• **REQUIRED ACTION**
Print the listing below again. Change nothing.

※ ※ ※

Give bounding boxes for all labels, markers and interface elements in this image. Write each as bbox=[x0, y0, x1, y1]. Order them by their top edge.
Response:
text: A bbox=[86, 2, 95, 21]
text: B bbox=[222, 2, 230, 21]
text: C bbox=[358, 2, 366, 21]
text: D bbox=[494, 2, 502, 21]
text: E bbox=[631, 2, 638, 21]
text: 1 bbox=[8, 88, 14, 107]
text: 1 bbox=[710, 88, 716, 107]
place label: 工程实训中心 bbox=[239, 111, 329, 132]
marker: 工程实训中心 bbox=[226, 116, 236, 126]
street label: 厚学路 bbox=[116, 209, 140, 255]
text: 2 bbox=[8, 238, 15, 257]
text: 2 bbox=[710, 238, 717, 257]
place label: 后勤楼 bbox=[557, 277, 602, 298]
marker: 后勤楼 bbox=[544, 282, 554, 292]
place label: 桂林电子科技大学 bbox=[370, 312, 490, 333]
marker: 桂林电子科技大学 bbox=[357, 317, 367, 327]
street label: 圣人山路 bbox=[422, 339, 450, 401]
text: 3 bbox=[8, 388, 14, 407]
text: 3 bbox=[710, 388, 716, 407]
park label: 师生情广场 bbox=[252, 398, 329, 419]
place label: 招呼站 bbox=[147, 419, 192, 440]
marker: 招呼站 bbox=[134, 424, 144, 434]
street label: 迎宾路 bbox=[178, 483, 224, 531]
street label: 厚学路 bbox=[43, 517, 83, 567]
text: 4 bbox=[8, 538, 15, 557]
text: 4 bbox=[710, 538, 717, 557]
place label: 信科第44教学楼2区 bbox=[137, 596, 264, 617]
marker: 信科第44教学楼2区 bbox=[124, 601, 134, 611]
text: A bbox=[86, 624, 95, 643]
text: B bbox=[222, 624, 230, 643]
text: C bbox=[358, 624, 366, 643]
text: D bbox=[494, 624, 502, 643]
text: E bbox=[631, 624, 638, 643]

※ ※ ※

• **RESPONSE TO THIS TASK**
Give bounding boxes for all labels, markers and interface elements in this image. Write each as bbox=[x0, y0, x1, y1]. Order them by their top edge.
Response:
text: A bbox=[86, 2, 95, 21]
text: B bbox=[222, 2, 230, 21]
text: C bbox=[358, 2, 366, 21]
text: D bbox=[494, 2, 502, 21]
text: E bbox=[631, 2, 638, 21]
text: 1 bbox=[8, 88, 14, 107]
text: 1 bbox=[710, 88, 716, 107]
place label: 工程实训中心 bbox=[239, 111, 329, 132]
marker: 工程实训中心 bbox=[226, 116, 236, 126]
street label: 厚学路 bbox=[116, 209, 140, 255]
text: 2 bbox=[8, 238, 15, 257]
text: 2 bbox=[710, 238, 717, 257]
place label: 后勤楼 bbox=[557, 277, 602, 298]
marker: 后勤楼 bbox=[544, 282, 554, 292]
place label: 桂林电子科技大学 bbox=[370, 312, 490, 333]
marker: 桂林电子科技大学 bbox=[357, 317, 367, 327]
street label: 圣人山路 bbox=[422, 339, 450, 401]
text: 3 bbox=[8, 388, 14, 407]
text: 3 bbox=[710, 388, 716, 407]
park label: 师生情广场 bbox=[252, 398, 329, 419]
place label: 招呼站 bbox=[147, 419, 192, 440]
marker: 招呼站 bbox=[134, 424, 144, 434]
street label: 迎宾路 bbox=[178, 483, 224, 531]
street label: 厚学路 bbox=[43, 517, 83, 567]
text: 4 bbox=[8, 538, 15, 557]
text: 4 bbox=[710, 538, 717, 557]
place label: 信科第44教学楼2区 bbox=[137, 596, 264, 617]
marker: 信科第44教学楼2区 bbox=[124, 601, 134, 611]
text: A bbox=[86, 624, 95, 643]
text: B bbox=[222, 624, 230, 643]
text: C bbox=[358, 624, 366, 643]
text: D bbox=[494, 624, 502, 643]
text: E bbox=[631, 624, 638, 643]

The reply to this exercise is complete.